At the very least, it’s probably my most favorite song on Reckoning, which puts me at odds with one of R.E.M.’s most-favorite fans, Stephen Malkmus, who in Pavement’s awesome paean to early R.E.M., “Unseen Power of the Picket Fence” famously screeched “‘Time After Time’ was my LEAST favorite song!”

Which, of course, given the absurdly consistent quality of Reckoning, isn’t necessarily the insult that it’s always seemed: I mean So. Central Rain (I’m Sorry) is probably my least favorite song on Reckoning, and I wrote about it.

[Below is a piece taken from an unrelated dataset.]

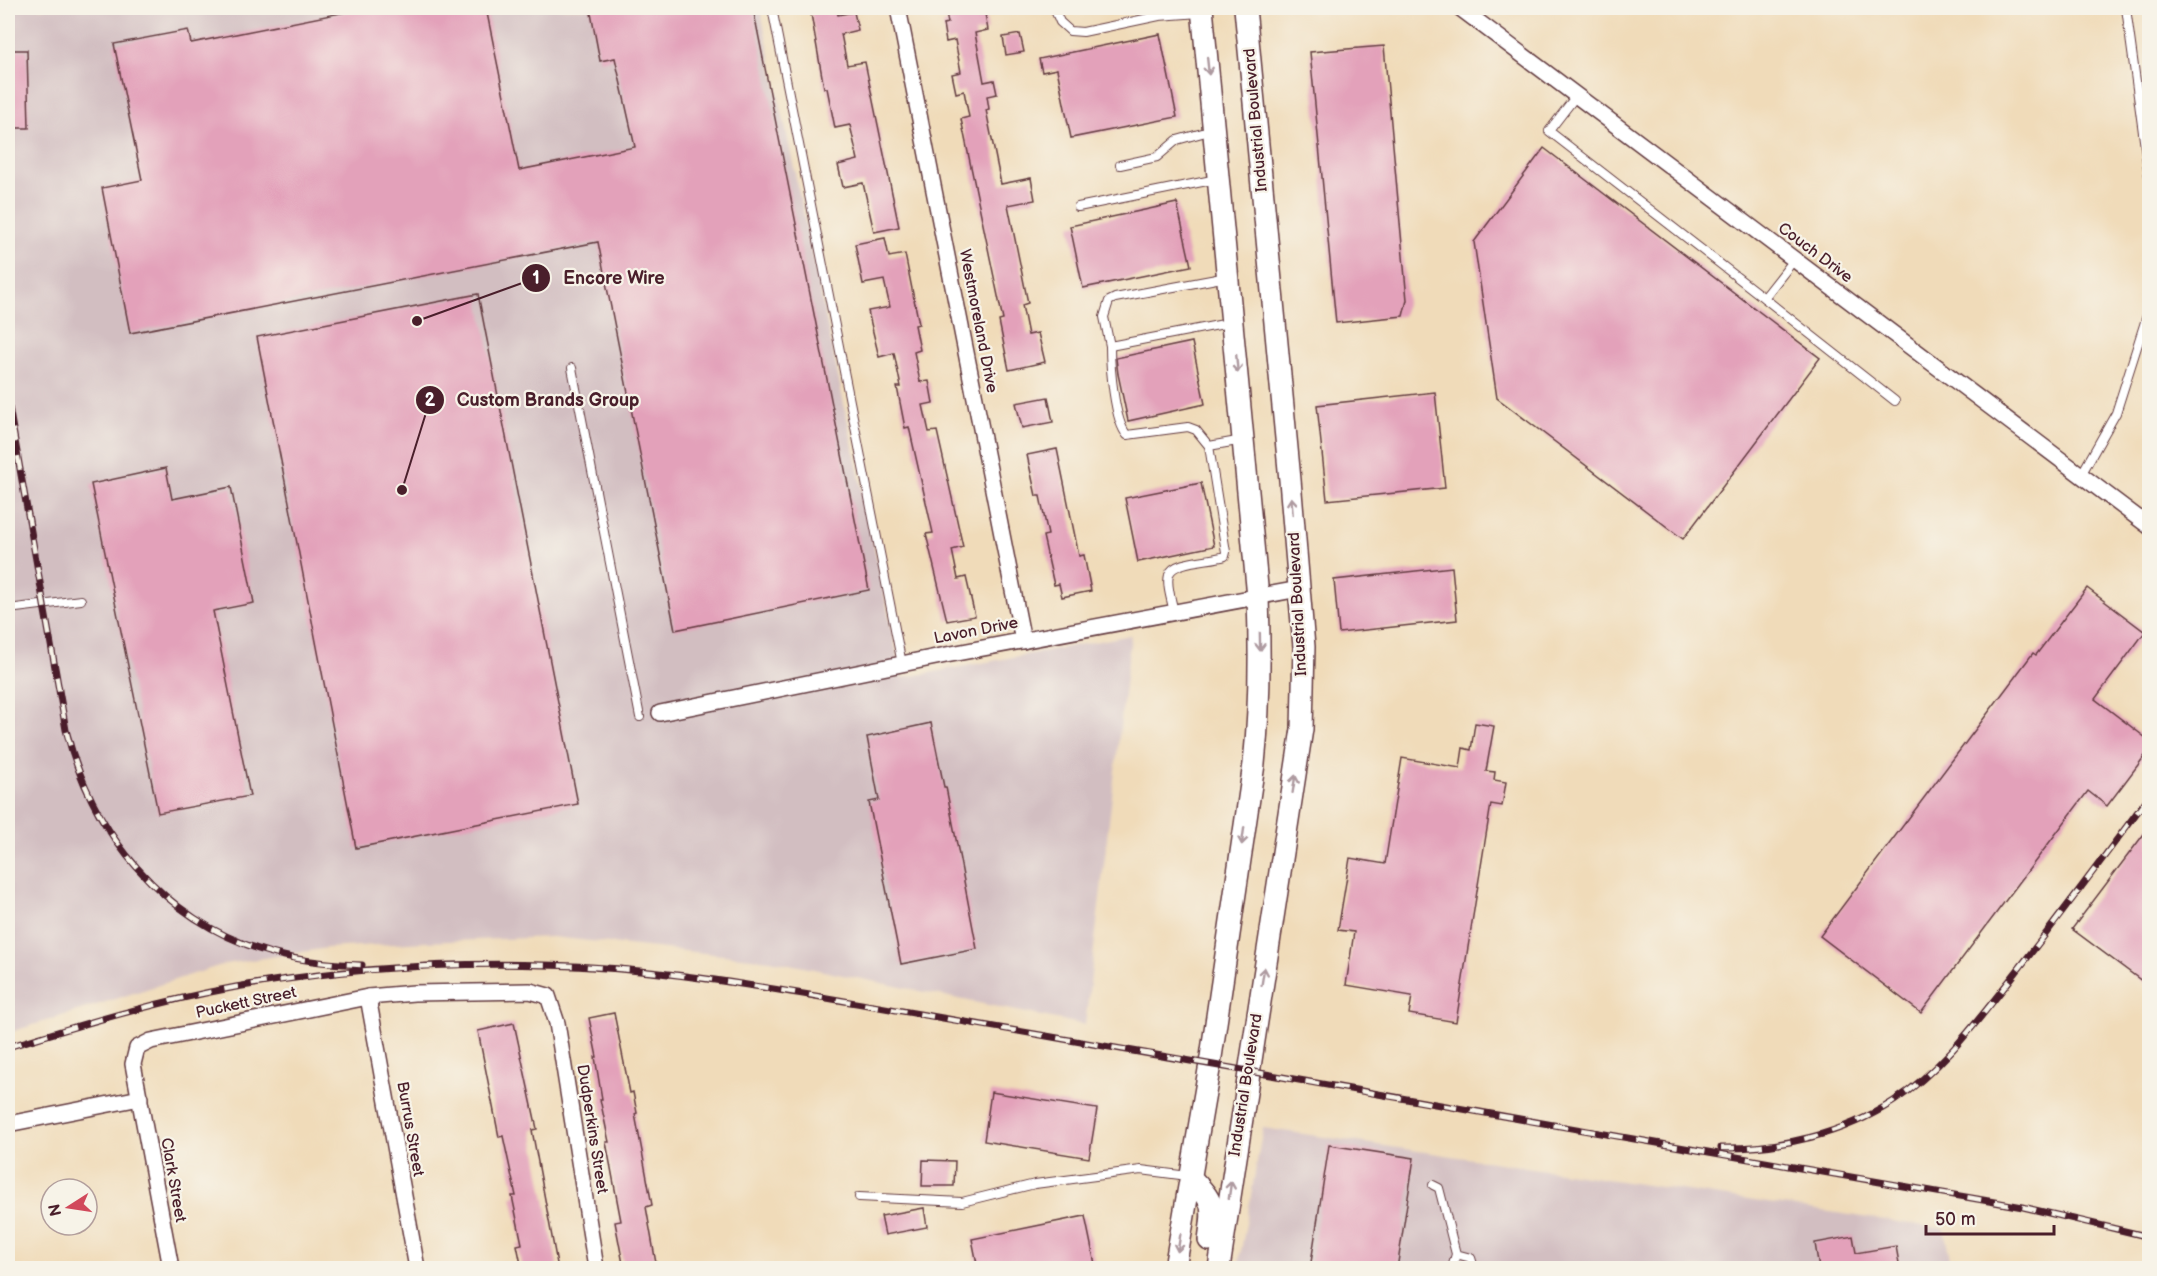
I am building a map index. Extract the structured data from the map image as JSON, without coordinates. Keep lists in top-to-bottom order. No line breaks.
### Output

As the last song on side one (AKA “Side L”) of Reckoning, “Time After Time (annElise)” — the “(annElise)” no doubt stuck on to make sure that no one confused it with the Miles Davis-approved Cyndie Lauper smash single — take up pretty much the same space that “Perfect Circle” did on Murmur, or “Old Man Kensey” would on Fables of The Reconstruction of the Fables: the weird slow pretty one just before you flipped the record over.

Fully channeling their Velvet Underground influence for the first time, “Time After Time” is anchored by a drony Peter Buck guitar part that continually refreshed itself just prior to fading out, as well as Bill Berry playing almost a marching rhythm on his drums.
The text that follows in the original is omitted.